Removing Barriers to Improved Healthcare Quality - health care management theory - Brief Article

Healthcare Financial Management, May, 2001 by Jeanne Schulte Scott

"America's health system is a tangled, highly fragmented web that often wastes resources by providing unnecessary services and duplicating efforts....The time is ripe for a major overhaul."

--From the Institute of Medicine's 2001 follow-up report on medical errors, Crossing the Quality Chasm: A New Health System for the 21st Century.

"The system is failing because it is poorly designed. For even the most common conditions, such as breast cancer and diabetes, there are very few programs that use multidisciplinary teams to provide comprehensive services to patients."

--William C. Richardson, executive director of the Kellogg Foundation and chair of the Institute of Medicine Committee on the Quality of Health Care in America, which recently issued the above report.

A little over a year ago, an Institute of Medicine (IOM) report, To Err Is Human: Building a Safer Health System, shocked the nation with the revelation that at least 48,000--and perhaps as many as 96,000--people were dying each year as a direct result of medical treatment errors. The issue of medical errors surfaced during the 2000 elections, and several dozen bills relating to medical errors have been introduced in Congress this year. HHS Secretary Tommy G. Thompson has said his department will address the issue as well.

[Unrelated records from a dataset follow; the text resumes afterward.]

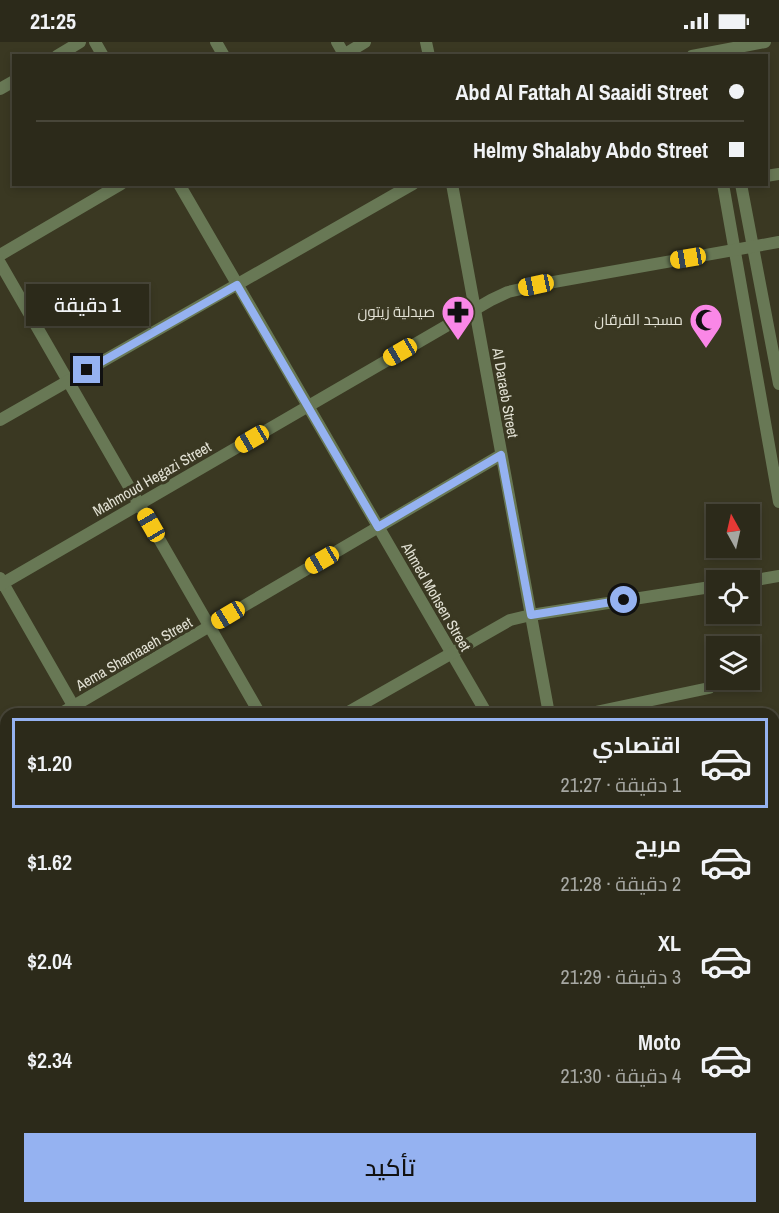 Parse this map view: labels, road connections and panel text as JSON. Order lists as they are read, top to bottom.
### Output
{
  "streets": {
    "street": [
      "Al Daraeb Street",
      "Mahmoud Hegazi Street",
      "Ahmed Mohsen Street",
      "Aema Shamaaeh Street"
    ]
  },
  "crossings": [
    ["Al Daraeb Street", "Mahmoud Hegazi Street"],
    ["Al Daraeb Street", "Aema Shamaaeh Street"],
    ["Mahmoud Hegazi Street", "Ahmed Mohsen Street"],
    ["Ahmed Mohsen Street", "Aema Shamaaeh Street"]
  ],
  "places": {
    "pharmacy": ["صيدلية زيتون"],
    "mosque": ["مسجد الفرقان"]
  },
  "north": "top",
  "page": {
    "status": "21:25",
    "banner": ["Abd Al Fattah Al Saaidi Street", "Helmy Shalaby Abdo Street"],
    "bubble": "1 دقيقة",
    "list": [
      {
        "name": "اقتصادي",
        "note": "1 دقيقة · 21:27",
        "value": "$1.20"
      },
      {
        "name": "مريح",
        "note": "2 دقيقة · 21:28",
        "value": "$1.62"
      },
      {
        "name": "XL",
        "note": "3 دقيقة · 21:29",
        "value": "$2.04"
      },
      {
        "name": "Moto",
        "note": "4 دقيقة · 21:30",
        "value": "$2.34"
      }
    ],
    "buttons": "تأكيد"
  }
} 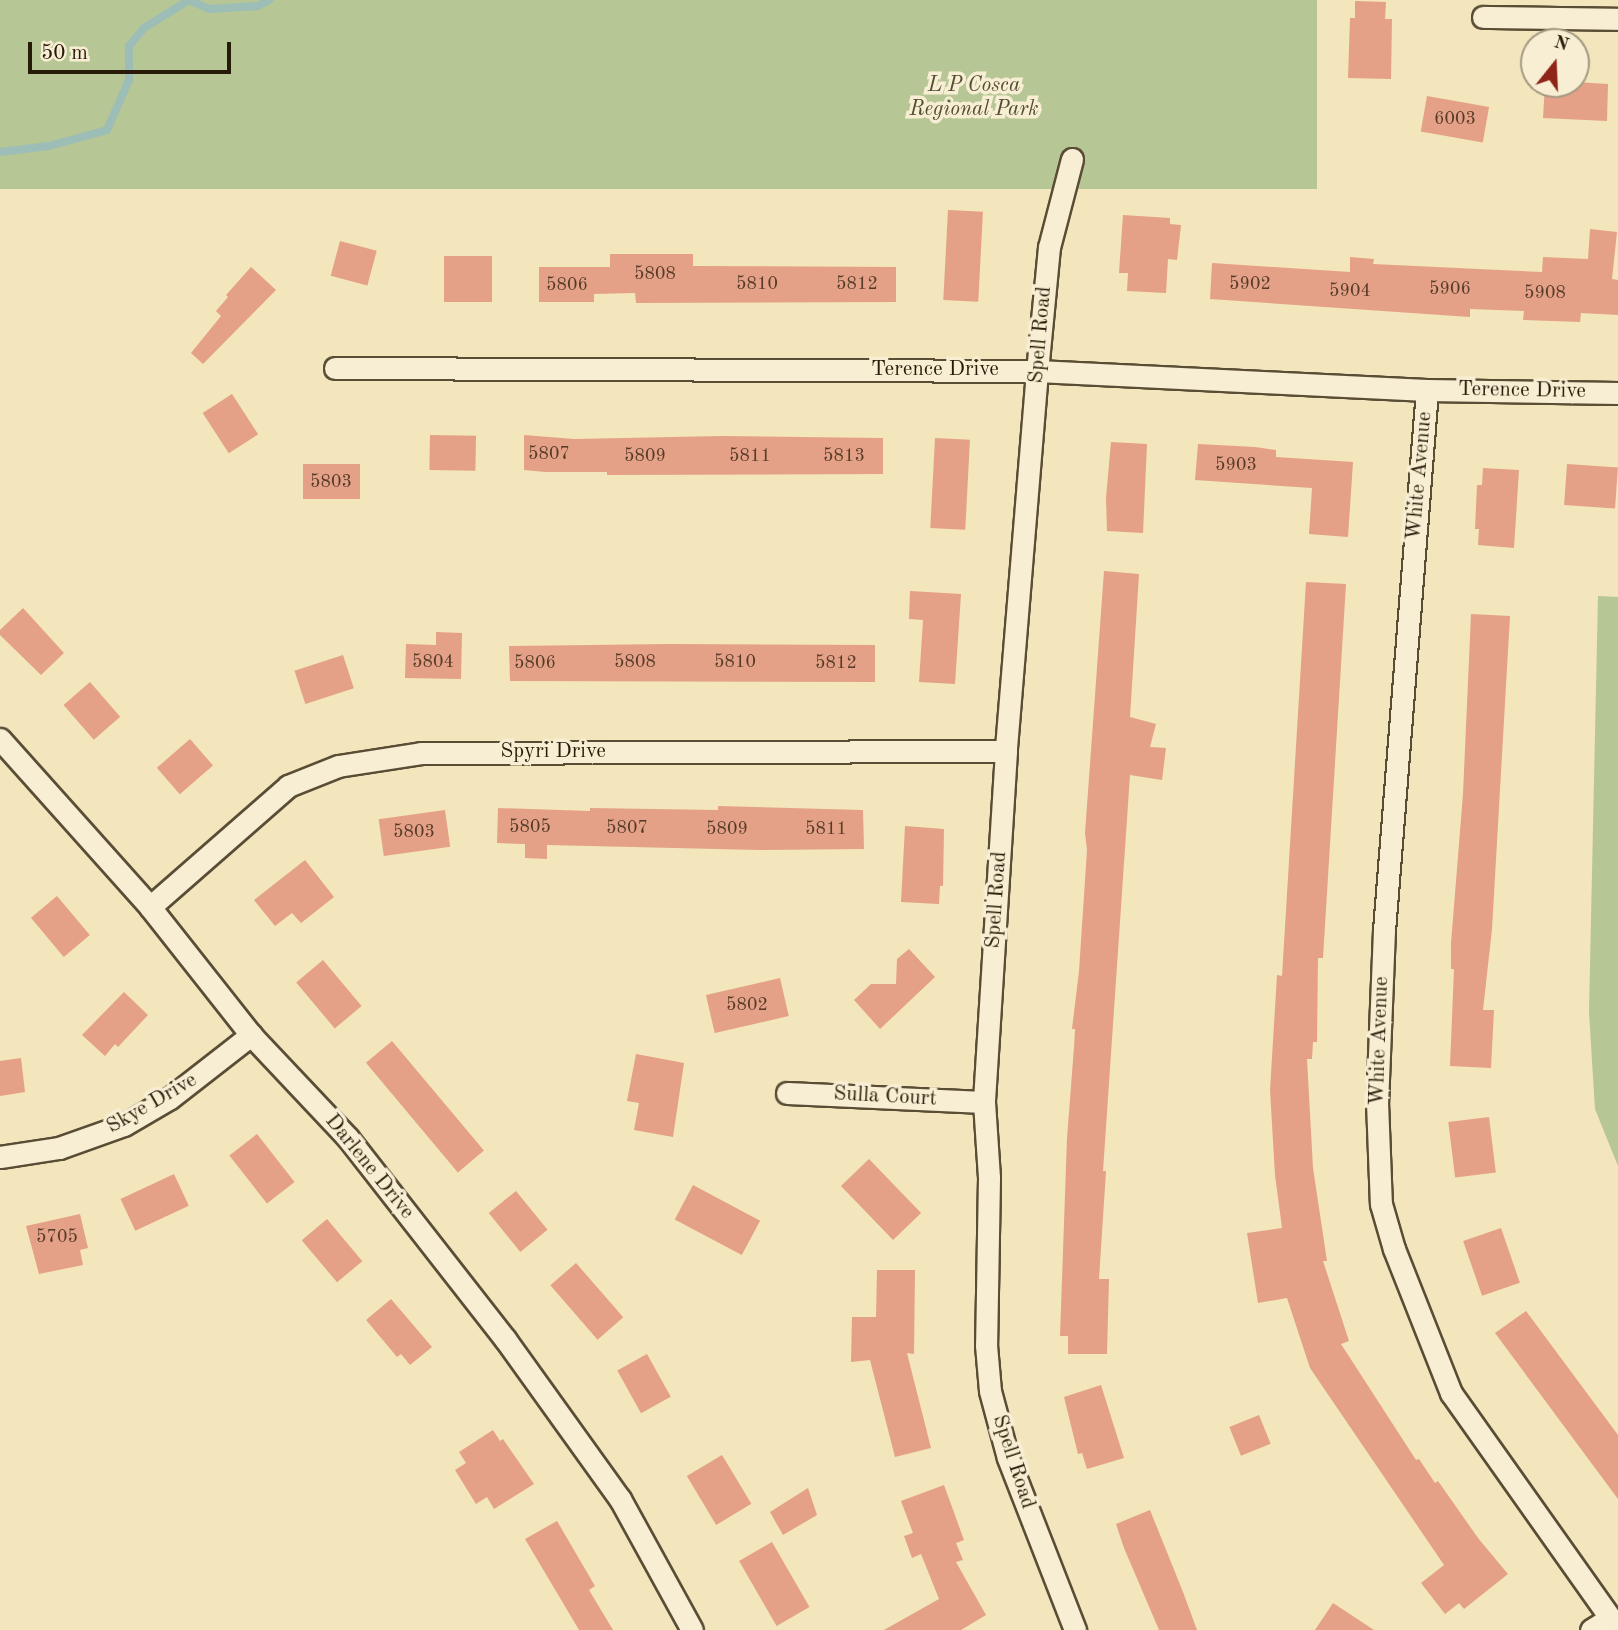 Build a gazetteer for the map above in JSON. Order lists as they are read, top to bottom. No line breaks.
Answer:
{"streets":{"street":["Spell Road","Terence Drive","White Avenue","Spyri Drive","Sulla Court","Skye Drive","Darlene Drive"]},"crossings":[["Spell Road","Terence Drive"],["Spell Road","Spyri Drive"],["Spell Road","Sulla Court"],["Terence Drive","White Avenue"],["Spyri Drive","Darlene Drive"],["Skye Drive","Darlene Drive"]],"parks":["L P Cosca Regional Park"],"house_numbers":["6003","5808","5810","5812","5902","5806","5906","5904","5908","5807","5809","5811","5813","5903","5803","5804","5808","5810","5806","5812","5805","5807","5809","5811","5803","5802","5705"],"scale_bar":"50 m","north":"top"} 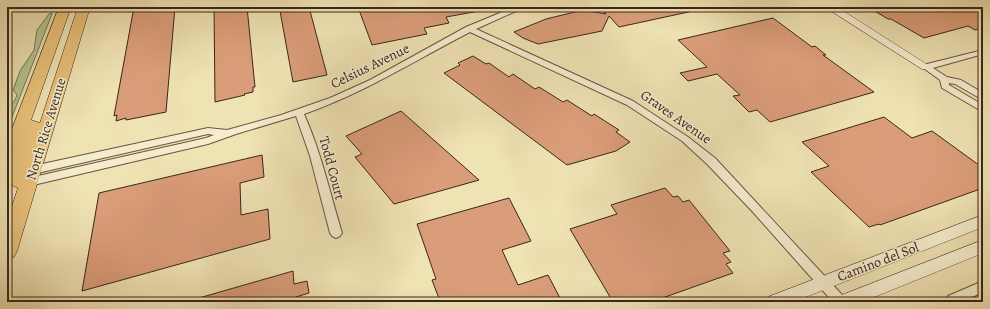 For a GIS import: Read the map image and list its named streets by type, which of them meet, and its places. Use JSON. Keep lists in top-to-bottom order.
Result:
{
  "streets": {
    "highway": ["North Rice Avenue"],
    "street": [
      "Celsius Avenue",
      "Graves Avenue",
      "Todd Court",
      "Camino del Sol"
    ]
  },
  "crossings": [
    ["Celsius Avenue", "Graves Avenue"],
    ["Celsius Avenue", "North Rice Avenue"],
    ["Celsius Avenue", "Todd Court"],
    ["Graves Avenue", "Camino del Sol"]
  ]
}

In March, the IOM released its follow-up report, Crossing the Quality Chasm: A New Health System for the 21st Century. The report makes the following recommendations for revamping the nation's healthcare system to improve patient care:

* Healthcare providers, payers, policymakers, purchasers, and patients should commit to a national effort to raise healthcare quality to "unprecedented levels";

* Providers, patients, and payers should agree to a "redesign" of the processes by which care is delivered;

* The Federal government should identify "priority conditions" that need to be addressed first and provide resources to "stimulate innovation" and "initiate the change process";

* Healthcare organizations should support fully the changes needed to improve care; and

* Participants in the healthcare industry should foster an environment for change in healthcare delivery by creating an "infrastructure to support evidence-based practice," facilitating the use of information technology, and aligning "payment incentives" to encourage quality

The IOM proposed 10 rules aimed at making health care more responsive to patients' needs. These rules call for the customization of patient care and stipulate that patients should be given information about their care and retain control over it. The healthcare system should "anticipate patient needs rather than simply reacting to events," the report states. The report also calls for clinical decisions to be based on the "best scientific evidence" available and urges increased communication and coordination among clinicians.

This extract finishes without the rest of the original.